[Extracted data entries]
* * *

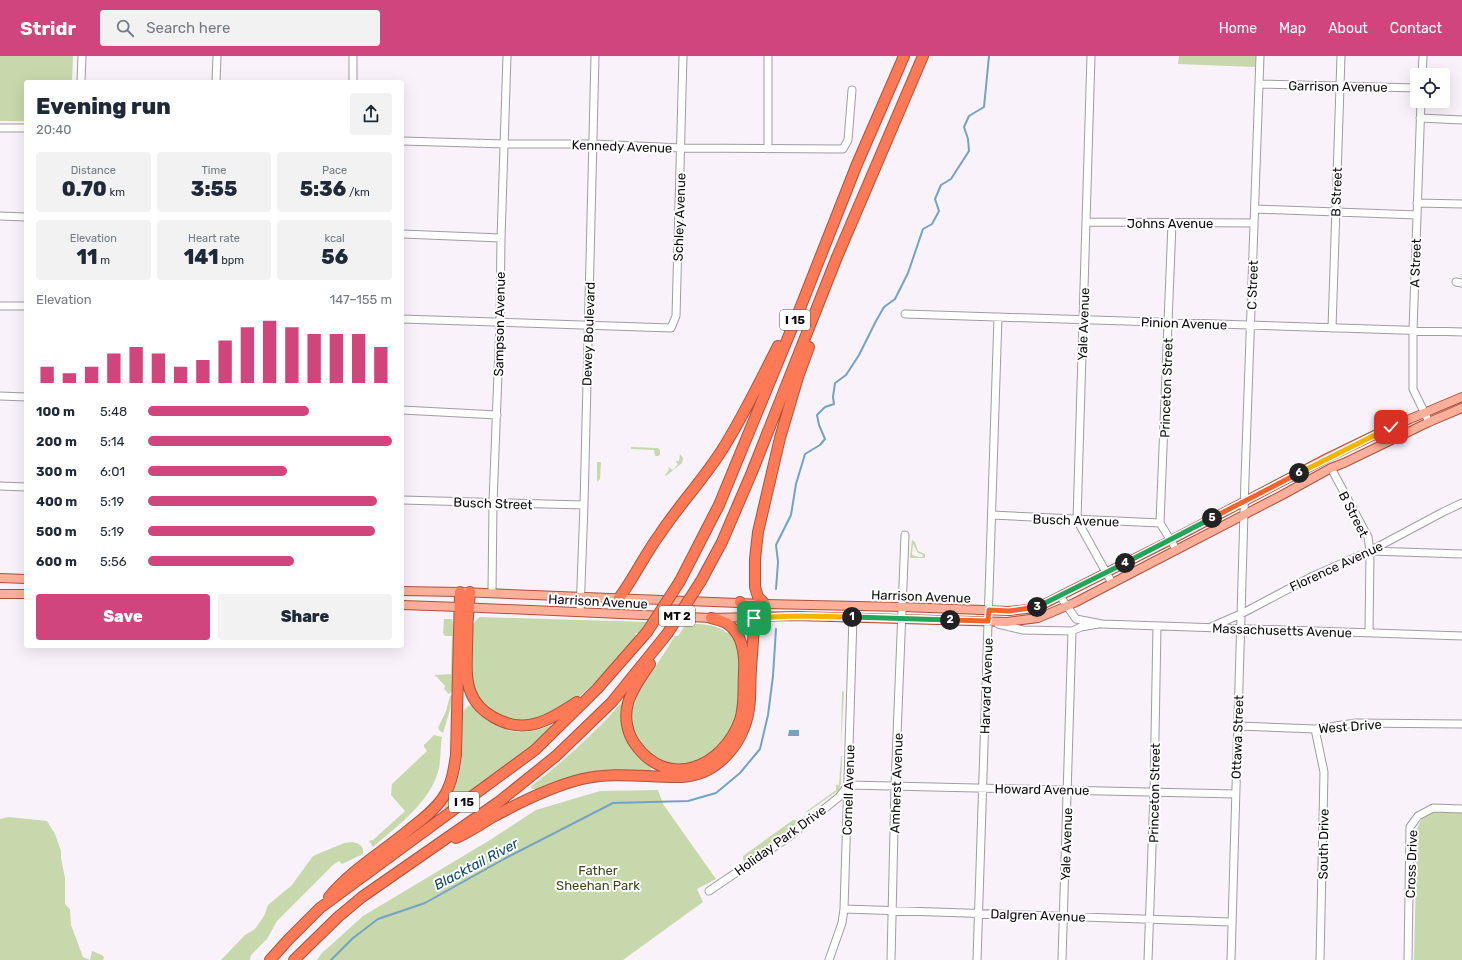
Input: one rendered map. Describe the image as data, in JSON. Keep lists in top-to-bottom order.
{
  "streets": {
    "highway": ["I 15"],
    "main road": ["Harrison Avenue", "MT 2"],
    "street": [
      "Garrison Avenue",
      "Kennedy Avenue",
      "B Street",
      "Schley Avenue",
      "Johns Avenue",
      "A Street",
      "C Street",
      "Pinion Avenue",
      "Sampson Avenue",
      "Yale Avenue",
      "Dewey Boulevard",
      "Princeton Street",
      "Busch Street",
      "Busch Avenue",
      "Florence Avenue",
      "Massachusetts Avenue",
      "Harvard Avenue",
      "West Drive",
      "Ottawa Street",
      "Amherst Avenue",
      "Howard Avenue",
      "Cornell Avenue",
      "Holiday Park Drive",
      "South Drive",
      "Cross Drive",
      "Dalgren Avenue"
    ]
  },
  "crossings": [
    ["Garrison Avenue", "B Street"],
    ["Garrison Avenue", "C Street"],
    ["Kennedy Avenue", "Schley Avenue"],
    ["Kennedy Avenue", "Sampson Avenue"],
    ["Kennedy Avenue", "Dewey Boulevard"],
    ["B Street", "Pinion Avenue"],
    ["B Street", "Florence Avenue"],
    ["B Street", "Harrison Avenue"],
    ["B Street", "Massachusetts Avenue"],
    ["Schley Avenue", "Dewey Boulevard"],
    ["Johns Avenue", "C Street"],
    ["Johns Avenue", "Yale Avenue"],
    ["Johns Avenue", "Princeton Street"],
    ["A Street", "Pinion Avenue"],
    ["A Street", "Harrison Avenue"],
    ["C Street", "Pinion Avenue"],
    ["C Street", "Harrison Avenue"],
    ["C Street", "Ottawa Street"],
    ["Pinion Avenue", "Yale Avenue"],
    ["Pinion Avenue", "Princeton Street"],
    ["Pinion Avenue", "Harvard Avenue"],
    ["Sampson Avenue", "Busch Street"],
    ["Sampson Avenue", "Harrison Avenue"],
    ["Yale Avenue", "Busch Avenue"],
    ["Yale Avenue", "Massachusetts Avenue"],
    ["Yale Avenue", "Howard Avenue"],
    ["Yale Avenue", "Dalgren Avenue"],
    ["Dewey Boulevard", "Busch Street"],
    ["Dewey Boulevard", "Harrison Avenue"],
    ["Princeton Street", "Busch Avenue"],
    ["Princeton Street", "Massachusetts Avenue"],
    ["Princeton Street", "Howard Avenue"],
    ["Princeton Street", "Dalgren Avenue"],
    ["Busch Avenue", "Harvard Avenue"],
    ["Florence Avenue", "Massachusetts Avenue"],
    ["Florence Avenue", "Ottawa Street"],
    ["Harrison Avenue", "Massachusetts Avenue"],
    ["Harrison Avenue", "Harvard Avenue"],
    ["Harrison Avenue", "Ottawa Street"],
    ["Harrison Avenue", "Amherst Avenue"],
    ["Harrison Avenue", "Cornell Avenue"],
    ["Massachusetts Avenue", "Harvard Avenue"],
    ["Massachusetts Avenue", "Ottawa Street"],
    ["Harvard Avenue", "Howard Avenue"],
    ["Harvard Avenue", "Dalgren Avenue"],
    ["West Drive", "Ottawa Street"],
    ["West Drive", "South Drive"],
    ["Ottawa Street", "Howard Avenue"],
    ["Ottawa Street", "Dalgren Avenue"],
    ["Amherst Avenue", "Howard Avenue"],
    ["Amherst Avenue", "Dalgren Avenue"],
    ["Howard Avenue", "Cornell Avenue"],
    ["Howard Avenue", "Holiday Park Drive"],
    ["Cornell Avenue", "Holiday Park Drive"],
    ["Cornell Avenue", "Dalgren Avenue"]
  ],
  "water": ["Blacktail River"],
  "parks": ["Father Sheehan Park"],
  "page": {
    "header": "Stridr",
    "search": "Search here",
    "nav": [
      "Home",
      "Map",
      "About",
      "Contact"
    ],
    "heading": ["Evening run", "20:40"],
    "stats": [
      ["Distance", "0.70 km"],
      ["Time", "3:55"],
      ["Pace", "5:36 /km"],
      ["Elevation", "11 m"],
      ["Heart rate", "141 bpm"],
      ["kcal", "56"]
    ],
    "chart": ["Elevation", "147–155 m"],
    "list": [
      {
        "name": "100 m",
        "note": "5:48"
      },
      {
        "name": "200 m",
        "note": "5:14"
      },
      {
        "name": "300 m",
        "note": "6:01"
      },
      {
        "name": "400 m",
        "note": "5:19"
      },
      {
        "name": "500 m",
        "note": "5:19"
      },
      {
        "name": "600 m",
        "note": "5:56"
      }
    ],
    "pins": [
      "6",
      "5",
      "4",
      "3",
      "1",
      "2"
    ],
    "buttons": ["Save", "Share"]
  }
}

* * *

Pull every line that holds the string "Dewey" out of the records.

§ Response below:
      "Dewey Boulevard",
    ["Kennedy Avenue", "Dewey Boulevard"],
    ["Schley Avenue", "Dewey Boulevard"],
    ["Dewey Boulevard", "Busch Street"],
    ["Dewey Boulevard", "Harrison Avenue"],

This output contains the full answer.